Search the entries below for the string "Scafolding" and copy the lines that hold it.

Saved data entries
========
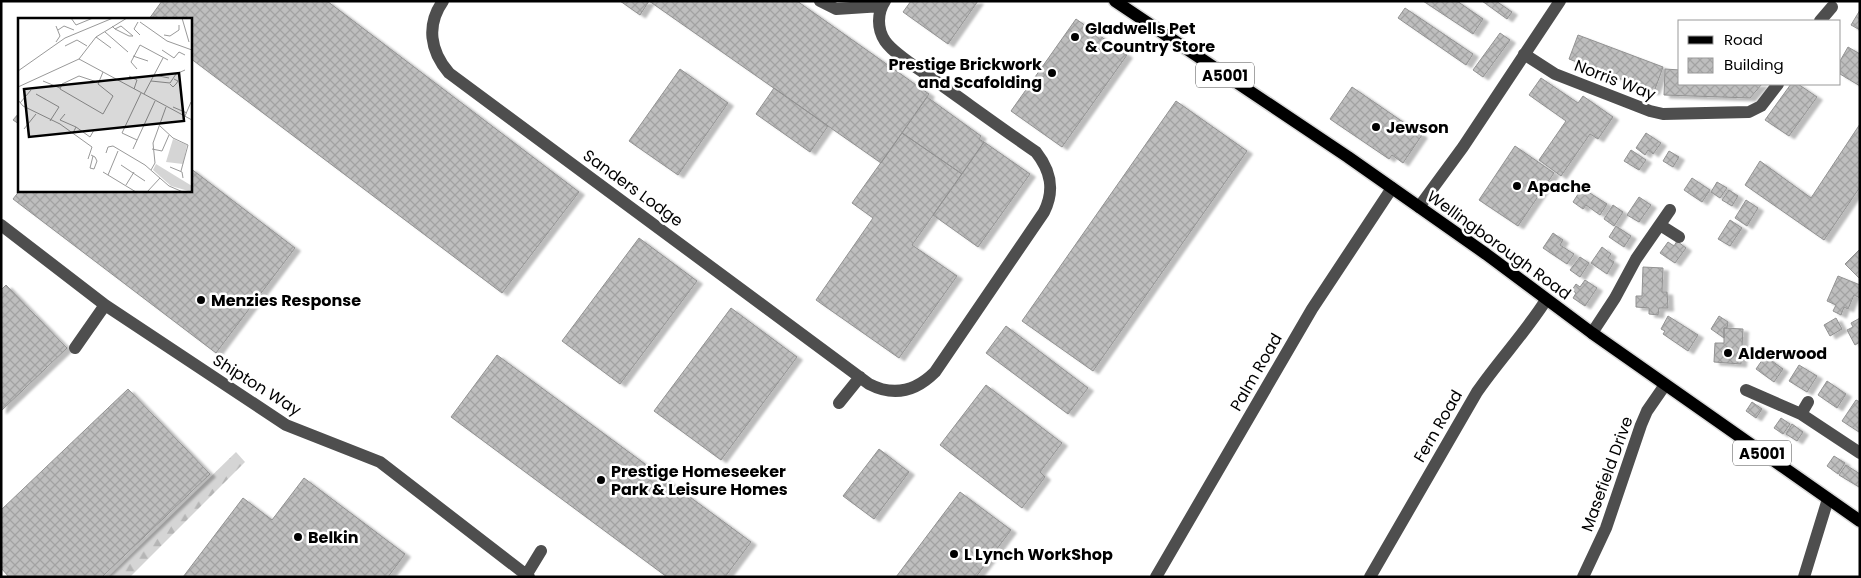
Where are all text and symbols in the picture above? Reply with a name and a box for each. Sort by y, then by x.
place label: Gladwells Pet & Country Store [1085,17,1215,58]
inset map [18,18,191,191]
legend [1678,20,1841,85]
text: Road [1724,29,1763,50]
marker: Gladwells Pet & Country Store [1069,31,1081,43]
place label: Prestige Brickwork and Scafolding [889,53,1042,94]
street label: Norris Way [1571,54,1659,106]
text: Building [1724,54,1784,75]
road number: A5001 [1196,62,1254,88]
marker: Prestige Brickwork and Scafolding [1046,67,1058,79]
place label: Jewson [1386,116,1449,139]
marker: Jewson [1370,121,1382,133]
street label: Sanders Lodge [578,144,688,232]
place label: Apache [1527,175,1591,198]
marker: Apache [1511,180,1523,192]
street label: Wellingborough Road [1422,185,1576,305]
place label: Menzies Response [211,289,361,312]
marker: Menzies Response [195,294,207,306]
street label: Palm Road [1224,329,1288,415]
place label: Alderwood [1738,342,1827,365]
marker: Alderwood [1722,347,1734,359]
street label: Shipton Way [208,349,306,421]
street label: Fern Road [1408,386,1468,466]
street label: Masefield Drive [1575,413,1639,535]
road number: A5001 [1733,440,1791,466]
place label: Prestige Homeseeker Park & Leisure Homes [611,460,788,501]
marker: Prestige Homeseeker Park & Leisure Homes [595,474,607,486]
place label: Belkin [308,526,359,549]
marker: Belkin [292,531,304,543]
place label: L Lynch WorkShop [964,543,1113,566]
marker: L Lynch WorkShop [948,548,960,560]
========
> [COMPLETED TASK]:
place label: Prestige Brickwork and Scafolding [889,53,1042,94]
marker: Prestige Brickwork and Scafolding [1046,67,1058,79]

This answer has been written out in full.